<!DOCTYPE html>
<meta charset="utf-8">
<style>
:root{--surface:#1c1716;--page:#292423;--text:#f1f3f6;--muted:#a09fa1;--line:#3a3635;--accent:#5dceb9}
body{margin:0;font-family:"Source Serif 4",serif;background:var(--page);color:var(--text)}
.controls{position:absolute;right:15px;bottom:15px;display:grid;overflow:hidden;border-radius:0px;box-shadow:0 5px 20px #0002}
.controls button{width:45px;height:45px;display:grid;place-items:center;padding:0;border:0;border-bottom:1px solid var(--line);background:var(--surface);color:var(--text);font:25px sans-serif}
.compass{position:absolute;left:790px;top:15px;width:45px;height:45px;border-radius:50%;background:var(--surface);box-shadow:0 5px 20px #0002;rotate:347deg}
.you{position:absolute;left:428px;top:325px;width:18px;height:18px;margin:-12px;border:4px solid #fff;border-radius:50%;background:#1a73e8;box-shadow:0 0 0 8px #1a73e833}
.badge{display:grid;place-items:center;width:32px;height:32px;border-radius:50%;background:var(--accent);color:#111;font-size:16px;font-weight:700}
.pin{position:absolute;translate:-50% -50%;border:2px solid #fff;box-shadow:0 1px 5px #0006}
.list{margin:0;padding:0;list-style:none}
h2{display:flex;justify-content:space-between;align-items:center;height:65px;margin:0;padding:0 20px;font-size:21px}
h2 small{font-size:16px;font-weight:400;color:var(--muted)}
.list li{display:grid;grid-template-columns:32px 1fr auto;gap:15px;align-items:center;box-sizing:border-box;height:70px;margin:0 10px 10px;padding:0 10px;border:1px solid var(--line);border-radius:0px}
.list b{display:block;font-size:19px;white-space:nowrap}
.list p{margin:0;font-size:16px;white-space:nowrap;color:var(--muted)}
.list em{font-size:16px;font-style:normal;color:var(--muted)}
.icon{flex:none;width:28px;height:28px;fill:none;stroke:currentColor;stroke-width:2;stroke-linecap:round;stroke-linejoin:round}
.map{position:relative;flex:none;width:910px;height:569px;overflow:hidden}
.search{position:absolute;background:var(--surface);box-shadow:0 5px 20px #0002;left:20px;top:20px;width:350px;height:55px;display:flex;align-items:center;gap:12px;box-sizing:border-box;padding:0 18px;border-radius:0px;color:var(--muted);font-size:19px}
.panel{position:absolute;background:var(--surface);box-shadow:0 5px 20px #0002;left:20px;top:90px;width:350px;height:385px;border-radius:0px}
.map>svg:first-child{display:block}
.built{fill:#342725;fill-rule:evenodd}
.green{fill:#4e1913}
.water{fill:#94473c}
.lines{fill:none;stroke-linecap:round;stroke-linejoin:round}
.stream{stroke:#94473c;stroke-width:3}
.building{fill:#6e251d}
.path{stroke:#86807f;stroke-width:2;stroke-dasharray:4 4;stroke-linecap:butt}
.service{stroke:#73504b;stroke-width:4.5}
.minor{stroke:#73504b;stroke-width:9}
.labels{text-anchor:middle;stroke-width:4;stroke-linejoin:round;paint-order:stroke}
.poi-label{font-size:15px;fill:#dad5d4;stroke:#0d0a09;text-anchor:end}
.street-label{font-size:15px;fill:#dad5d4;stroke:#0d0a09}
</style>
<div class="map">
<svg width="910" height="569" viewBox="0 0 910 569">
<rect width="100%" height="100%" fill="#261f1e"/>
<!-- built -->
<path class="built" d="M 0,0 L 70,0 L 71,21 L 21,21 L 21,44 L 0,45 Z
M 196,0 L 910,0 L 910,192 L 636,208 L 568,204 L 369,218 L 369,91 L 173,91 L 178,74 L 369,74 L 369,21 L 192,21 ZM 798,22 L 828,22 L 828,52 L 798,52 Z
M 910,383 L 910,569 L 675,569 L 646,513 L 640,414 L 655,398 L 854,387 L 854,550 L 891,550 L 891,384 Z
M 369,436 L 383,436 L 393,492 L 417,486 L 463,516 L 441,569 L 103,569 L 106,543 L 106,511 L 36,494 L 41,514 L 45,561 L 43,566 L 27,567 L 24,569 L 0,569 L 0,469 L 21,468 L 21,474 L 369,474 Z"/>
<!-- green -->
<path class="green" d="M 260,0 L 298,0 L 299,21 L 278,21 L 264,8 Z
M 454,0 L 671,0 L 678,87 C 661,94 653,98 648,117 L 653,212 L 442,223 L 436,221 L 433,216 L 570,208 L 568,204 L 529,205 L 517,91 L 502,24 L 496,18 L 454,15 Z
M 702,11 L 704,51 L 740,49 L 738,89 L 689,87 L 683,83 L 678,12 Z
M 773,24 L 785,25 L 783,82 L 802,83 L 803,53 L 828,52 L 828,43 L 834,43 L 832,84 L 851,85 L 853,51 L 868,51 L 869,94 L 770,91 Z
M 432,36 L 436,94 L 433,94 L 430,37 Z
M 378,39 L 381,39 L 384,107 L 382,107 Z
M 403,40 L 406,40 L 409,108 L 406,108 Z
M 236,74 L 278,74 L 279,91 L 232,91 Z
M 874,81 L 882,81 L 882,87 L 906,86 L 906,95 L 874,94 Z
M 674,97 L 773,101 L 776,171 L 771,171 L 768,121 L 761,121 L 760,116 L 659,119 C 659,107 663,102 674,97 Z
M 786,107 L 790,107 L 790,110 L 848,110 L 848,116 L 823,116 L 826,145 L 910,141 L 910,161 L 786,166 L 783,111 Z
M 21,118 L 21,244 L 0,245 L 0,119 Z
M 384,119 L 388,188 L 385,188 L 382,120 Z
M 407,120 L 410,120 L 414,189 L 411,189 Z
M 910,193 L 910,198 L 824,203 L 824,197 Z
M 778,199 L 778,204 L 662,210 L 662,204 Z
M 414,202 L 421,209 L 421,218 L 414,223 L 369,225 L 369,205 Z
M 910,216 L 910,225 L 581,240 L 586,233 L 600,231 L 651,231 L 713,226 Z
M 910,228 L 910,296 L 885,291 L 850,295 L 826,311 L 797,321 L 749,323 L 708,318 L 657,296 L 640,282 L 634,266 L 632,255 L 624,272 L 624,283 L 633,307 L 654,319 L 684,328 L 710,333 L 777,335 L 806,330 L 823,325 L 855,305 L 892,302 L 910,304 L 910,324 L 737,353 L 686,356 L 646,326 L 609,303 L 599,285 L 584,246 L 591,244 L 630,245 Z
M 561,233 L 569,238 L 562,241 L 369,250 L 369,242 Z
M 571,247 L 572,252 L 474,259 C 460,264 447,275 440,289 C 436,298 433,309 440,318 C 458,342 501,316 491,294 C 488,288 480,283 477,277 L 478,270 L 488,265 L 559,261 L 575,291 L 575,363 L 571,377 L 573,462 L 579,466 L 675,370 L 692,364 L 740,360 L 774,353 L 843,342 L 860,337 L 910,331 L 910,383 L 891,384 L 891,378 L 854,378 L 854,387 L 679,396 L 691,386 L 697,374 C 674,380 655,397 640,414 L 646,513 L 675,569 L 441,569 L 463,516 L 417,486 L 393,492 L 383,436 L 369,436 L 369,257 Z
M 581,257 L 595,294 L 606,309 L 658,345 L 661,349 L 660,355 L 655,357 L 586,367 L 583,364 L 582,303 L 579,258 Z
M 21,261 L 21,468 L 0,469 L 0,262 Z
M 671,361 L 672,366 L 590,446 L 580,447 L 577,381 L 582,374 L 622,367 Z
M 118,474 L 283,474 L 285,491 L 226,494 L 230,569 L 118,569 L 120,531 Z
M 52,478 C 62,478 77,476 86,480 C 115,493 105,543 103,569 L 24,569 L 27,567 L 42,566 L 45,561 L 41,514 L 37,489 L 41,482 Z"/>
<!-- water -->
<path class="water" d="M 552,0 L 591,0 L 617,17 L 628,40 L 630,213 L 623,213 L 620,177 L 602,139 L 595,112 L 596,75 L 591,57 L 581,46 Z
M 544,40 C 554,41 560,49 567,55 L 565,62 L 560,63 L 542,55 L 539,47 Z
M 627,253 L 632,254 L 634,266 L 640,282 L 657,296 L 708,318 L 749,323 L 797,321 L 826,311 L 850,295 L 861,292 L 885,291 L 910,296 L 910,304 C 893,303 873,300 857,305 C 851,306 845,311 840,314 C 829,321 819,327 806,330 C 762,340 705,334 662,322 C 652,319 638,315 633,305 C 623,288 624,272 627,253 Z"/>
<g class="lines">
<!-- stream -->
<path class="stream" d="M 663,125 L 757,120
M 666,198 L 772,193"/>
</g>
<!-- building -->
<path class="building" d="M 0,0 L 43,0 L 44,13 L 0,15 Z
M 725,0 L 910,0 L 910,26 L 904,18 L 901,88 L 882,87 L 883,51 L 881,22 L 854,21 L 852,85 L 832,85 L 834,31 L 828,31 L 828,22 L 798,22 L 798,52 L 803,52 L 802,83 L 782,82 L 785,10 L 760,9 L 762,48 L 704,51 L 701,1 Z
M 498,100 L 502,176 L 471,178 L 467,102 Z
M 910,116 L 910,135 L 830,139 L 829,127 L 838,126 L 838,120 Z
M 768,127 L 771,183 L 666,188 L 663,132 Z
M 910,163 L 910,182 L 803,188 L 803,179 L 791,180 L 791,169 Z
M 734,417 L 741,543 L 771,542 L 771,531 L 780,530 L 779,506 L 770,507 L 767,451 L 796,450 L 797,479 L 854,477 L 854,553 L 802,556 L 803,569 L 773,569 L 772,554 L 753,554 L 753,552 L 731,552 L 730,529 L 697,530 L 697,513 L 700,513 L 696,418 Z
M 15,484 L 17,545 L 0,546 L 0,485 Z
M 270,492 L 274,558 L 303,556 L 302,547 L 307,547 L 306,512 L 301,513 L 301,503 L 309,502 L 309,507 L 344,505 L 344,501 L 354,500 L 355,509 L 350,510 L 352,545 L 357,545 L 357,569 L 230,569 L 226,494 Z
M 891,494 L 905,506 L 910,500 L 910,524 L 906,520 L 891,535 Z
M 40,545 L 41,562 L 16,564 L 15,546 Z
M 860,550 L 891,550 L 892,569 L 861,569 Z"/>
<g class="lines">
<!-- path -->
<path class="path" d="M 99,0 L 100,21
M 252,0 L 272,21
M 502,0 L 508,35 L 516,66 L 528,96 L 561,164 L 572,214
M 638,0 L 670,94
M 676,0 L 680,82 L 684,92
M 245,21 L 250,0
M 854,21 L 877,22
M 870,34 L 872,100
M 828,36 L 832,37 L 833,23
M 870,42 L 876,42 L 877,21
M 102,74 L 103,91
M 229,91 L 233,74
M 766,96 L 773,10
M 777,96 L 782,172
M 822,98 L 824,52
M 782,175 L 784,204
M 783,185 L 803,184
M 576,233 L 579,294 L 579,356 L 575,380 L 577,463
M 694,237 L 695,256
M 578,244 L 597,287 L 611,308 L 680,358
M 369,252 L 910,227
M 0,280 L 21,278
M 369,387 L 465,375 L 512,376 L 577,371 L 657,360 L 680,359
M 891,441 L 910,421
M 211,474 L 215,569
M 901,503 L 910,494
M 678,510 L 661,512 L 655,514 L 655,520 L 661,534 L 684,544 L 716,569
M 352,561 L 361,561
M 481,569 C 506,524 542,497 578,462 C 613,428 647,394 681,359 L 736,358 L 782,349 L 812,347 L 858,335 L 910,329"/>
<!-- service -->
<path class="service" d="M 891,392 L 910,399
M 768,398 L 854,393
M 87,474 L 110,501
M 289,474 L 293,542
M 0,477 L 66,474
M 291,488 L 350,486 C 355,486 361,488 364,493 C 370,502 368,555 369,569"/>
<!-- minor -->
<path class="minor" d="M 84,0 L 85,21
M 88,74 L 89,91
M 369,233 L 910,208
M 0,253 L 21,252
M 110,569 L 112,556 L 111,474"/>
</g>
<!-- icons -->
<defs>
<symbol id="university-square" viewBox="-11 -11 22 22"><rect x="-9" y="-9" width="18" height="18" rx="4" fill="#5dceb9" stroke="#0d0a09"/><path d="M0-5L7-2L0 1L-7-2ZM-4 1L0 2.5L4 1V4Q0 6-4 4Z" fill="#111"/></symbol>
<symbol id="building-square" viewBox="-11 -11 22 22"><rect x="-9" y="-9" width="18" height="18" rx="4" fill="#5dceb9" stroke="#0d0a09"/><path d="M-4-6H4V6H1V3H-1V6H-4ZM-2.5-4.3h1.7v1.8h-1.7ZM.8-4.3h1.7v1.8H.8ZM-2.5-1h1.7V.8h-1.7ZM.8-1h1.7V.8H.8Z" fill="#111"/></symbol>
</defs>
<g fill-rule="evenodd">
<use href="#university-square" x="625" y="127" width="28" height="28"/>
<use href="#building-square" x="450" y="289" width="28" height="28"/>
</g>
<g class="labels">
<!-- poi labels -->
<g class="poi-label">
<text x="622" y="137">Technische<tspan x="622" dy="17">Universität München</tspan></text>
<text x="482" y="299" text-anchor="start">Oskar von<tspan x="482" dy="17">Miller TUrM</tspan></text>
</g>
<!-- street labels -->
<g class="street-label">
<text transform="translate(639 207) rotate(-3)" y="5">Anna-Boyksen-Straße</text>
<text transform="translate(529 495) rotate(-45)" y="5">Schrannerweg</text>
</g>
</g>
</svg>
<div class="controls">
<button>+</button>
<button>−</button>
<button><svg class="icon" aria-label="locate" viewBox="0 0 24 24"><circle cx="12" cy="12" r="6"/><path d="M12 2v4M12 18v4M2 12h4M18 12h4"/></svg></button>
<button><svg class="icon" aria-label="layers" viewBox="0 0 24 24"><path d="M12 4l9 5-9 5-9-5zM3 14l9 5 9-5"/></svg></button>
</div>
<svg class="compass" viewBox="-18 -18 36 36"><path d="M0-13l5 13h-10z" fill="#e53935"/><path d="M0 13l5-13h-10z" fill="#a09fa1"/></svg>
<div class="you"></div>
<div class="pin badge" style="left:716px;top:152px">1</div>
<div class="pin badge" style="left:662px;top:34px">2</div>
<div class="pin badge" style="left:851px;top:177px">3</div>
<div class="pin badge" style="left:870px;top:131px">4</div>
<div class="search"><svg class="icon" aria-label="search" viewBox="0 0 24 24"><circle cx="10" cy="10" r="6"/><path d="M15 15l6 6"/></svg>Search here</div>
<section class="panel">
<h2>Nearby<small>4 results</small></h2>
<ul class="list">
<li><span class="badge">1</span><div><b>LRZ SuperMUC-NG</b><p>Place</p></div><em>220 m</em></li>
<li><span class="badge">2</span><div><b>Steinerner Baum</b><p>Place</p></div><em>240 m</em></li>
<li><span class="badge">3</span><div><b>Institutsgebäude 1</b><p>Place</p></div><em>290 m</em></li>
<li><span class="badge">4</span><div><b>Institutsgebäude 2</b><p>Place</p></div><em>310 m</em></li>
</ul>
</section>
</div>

Exercise details>
Find every line in the records that contains the word "controls"; copy those lines.

Worked solution>
.controls{position:absolute;right:15px;bottom:15px;display:grid;overflow:hidden;border-radius:0px;box-shadow:0 5px 20px #0002}
.controls button{width:45px;height:45px;display:grid;place-items:center;padding:0;border:0;border-bottom:1px solid var(--line);background:var(--surface);color:var(--text);font:25px sans-serif}
<div class="controls">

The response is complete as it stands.